Wow, Tim, that's awesome! A pretty amazing first attempt.


----------



## tim (Nov 6, 2007)

Mike Hughey said:


> Wow, Tim, that's awesome! A pretty amazing first attempt.



Thanks, my second attempt was also very close (3-cycle edges off...). Time was 22 minutes. Now i'm too tired to try another one (it's 3:00 am here ).


----------



## Toojdwin (Nov 7, 2007)

So, what memory system have you been using?


----------



## tim (Nov 7, 2007)

Toojdwin said:


> So, what memory system have you been using?

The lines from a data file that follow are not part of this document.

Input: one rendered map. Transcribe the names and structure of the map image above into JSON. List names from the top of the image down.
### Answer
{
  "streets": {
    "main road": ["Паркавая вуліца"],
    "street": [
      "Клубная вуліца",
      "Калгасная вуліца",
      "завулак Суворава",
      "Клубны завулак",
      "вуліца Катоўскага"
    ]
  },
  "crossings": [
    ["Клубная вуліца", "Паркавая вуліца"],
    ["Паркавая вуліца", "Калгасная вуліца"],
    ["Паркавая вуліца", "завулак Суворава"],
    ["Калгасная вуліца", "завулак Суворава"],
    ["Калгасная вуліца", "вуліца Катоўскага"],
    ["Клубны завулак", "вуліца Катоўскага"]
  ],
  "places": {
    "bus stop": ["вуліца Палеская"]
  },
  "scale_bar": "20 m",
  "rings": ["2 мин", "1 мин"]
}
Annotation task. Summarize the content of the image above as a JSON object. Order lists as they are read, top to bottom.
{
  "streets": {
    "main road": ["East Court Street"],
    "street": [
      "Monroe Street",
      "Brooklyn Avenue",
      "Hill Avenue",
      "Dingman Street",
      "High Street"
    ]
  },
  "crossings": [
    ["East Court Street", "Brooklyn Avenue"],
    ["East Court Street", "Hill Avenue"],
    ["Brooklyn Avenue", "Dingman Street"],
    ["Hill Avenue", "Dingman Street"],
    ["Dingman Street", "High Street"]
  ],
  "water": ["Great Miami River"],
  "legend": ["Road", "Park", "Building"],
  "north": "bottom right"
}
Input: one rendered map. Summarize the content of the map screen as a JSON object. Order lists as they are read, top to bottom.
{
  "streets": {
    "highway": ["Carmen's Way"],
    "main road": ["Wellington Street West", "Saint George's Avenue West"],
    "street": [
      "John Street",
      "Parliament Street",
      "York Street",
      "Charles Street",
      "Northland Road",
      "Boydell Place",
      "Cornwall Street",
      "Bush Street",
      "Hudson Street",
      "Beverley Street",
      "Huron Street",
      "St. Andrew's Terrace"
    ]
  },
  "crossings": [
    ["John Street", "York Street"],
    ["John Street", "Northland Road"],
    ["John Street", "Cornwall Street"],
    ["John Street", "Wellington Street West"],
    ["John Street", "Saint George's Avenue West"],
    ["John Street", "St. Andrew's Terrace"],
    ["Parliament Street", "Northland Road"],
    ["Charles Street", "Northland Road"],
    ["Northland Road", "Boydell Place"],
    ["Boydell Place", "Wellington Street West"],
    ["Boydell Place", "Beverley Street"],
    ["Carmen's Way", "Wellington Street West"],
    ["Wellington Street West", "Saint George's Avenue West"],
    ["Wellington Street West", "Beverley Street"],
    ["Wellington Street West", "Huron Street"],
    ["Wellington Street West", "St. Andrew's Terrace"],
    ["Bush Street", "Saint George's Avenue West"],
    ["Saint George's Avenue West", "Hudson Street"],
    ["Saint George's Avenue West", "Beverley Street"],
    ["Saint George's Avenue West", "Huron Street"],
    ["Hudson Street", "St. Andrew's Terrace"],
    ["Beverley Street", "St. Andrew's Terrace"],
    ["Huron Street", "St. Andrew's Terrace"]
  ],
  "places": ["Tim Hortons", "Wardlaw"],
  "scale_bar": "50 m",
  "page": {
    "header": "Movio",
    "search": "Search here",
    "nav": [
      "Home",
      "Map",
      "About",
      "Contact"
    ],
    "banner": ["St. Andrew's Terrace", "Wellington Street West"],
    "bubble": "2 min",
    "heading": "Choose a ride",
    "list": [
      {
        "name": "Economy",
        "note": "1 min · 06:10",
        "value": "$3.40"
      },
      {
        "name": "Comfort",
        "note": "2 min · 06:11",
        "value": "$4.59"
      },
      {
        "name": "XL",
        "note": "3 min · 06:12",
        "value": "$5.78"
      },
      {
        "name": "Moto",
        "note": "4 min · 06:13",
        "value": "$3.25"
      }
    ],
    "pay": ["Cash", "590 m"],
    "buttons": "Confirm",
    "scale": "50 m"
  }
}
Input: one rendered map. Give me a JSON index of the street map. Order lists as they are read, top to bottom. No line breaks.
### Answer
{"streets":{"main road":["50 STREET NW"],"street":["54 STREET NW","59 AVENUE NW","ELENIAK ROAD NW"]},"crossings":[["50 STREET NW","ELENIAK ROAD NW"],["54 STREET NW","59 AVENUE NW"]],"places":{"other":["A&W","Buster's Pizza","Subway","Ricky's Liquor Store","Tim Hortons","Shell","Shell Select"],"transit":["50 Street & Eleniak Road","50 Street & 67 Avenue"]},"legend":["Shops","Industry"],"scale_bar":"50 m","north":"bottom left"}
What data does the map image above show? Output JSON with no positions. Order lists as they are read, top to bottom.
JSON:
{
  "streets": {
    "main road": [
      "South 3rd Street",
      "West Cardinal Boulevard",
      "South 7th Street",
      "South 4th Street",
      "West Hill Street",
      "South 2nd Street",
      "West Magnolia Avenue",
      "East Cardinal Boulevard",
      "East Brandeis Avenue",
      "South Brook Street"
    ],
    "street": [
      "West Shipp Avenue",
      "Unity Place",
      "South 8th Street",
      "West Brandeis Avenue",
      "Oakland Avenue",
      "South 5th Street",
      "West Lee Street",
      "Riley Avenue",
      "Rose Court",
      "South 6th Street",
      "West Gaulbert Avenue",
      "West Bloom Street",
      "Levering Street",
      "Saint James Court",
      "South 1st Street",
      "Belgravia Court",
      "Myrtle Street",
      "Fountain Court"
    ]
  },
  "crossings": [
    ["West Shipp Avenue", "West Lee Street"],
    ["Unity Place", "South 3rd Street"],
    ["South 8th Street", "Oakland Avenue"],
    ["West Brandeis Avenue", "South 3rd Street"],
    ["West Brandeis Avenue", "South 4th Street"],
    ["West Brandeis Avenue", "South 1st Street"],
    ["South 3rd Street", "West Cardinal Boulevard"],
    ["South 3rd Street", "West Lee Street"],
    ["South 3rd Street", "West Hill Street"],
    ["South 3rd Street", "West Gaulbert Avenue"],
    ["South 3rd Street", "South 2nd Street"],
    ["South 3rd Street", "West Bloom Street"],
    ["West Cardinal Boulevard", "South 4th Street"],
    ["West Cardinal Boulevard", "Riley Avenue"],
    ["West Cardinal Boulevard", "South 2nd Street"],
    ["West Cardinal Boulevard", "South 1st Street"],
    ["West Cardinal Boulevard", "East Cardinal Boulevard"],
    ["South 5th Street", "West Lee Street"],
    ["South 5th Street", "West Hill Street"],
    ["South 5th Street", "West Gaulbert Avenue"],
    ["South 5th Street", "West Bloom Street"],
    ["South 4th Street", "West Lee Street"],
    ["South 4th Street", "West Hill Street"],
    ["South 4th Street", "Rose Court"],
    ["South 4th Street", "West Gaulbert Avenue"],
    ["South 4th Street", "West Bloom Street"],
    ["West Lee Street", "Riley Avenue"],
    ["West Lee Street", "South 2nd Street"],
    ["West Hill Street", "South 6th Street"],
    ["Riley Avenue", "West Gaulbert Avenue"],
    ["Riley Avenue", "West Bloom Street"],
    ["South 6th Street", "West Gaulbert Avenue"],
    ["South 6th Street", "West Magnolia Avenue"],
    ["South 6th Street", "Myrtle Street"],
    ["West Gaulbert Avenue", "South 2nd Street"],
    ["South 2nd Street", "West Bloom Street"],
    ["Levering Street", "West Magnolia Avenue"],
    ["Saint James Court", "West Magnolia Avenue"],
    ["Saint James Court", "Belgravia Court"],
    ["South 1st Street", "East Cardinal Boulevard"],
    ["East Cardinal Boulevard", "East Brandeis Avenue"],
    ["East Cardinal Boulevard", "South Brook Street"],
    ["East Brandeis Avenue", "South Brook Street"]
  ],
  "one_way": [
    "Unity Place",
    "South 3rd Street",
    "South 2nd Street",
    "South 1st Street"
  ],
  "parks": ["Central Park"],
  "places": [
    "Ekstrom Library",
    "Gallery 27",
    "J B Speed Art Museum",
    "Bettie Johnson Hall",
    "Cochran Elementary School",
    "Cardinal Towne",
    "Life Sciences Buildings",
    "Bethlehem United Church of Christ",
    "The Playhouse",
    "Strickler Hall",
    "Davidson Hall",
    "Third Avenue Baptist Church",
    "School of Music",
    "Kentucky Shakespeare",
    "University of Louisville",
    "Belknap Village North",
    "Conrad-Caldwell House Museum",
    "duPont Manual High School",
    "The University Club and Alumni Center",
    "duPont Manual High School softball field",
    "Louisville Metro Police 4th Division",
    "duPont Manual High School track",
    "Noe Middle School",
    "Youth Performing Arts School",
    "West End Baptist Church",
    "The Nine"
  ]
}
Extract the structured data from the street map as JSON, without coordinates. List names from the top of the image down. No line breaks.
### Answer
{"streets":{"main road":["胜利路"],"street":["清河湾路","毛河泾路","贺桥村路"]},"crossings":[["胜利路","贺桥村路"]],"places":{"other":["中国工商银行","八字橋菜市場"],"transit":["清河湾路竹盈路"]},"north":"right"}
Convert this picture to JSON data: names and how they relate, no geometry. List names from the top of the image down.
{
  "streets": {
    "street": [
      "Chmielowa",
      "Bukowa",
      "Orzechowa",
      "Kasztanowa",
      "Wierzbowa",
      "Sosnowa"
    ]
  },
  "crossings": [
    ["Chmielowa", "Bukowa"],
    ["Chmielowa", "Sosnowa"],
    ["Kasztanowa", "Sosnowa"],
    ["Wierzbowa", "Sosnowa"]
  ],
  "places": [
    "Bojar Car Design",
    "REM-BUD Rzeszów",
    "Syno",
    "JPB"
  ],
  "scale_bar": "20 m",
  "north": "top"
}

i've been using images and i got my first successful one within a bld relay today


----------



## Pedro (Nov 7, 2007)

wow, congratz, Tim


----------



## Lucas Garron (Nov 9, 2007)

I should mention:
I use pure visual memo (except maybe CO), and I can get sub-12 reasonably consistently with it.


----------



## Derrick Eide17 (Nov 19, 2007)

i've only ever done one attempt at 4x4 BLD and took awhile to realize i was only 3 setup moves turns wrong! i was like NOOOOOOOOOOOO. hope to attempt anotehr 4x4 BLD in the near future. and make it sub 30 min at least! lol


----------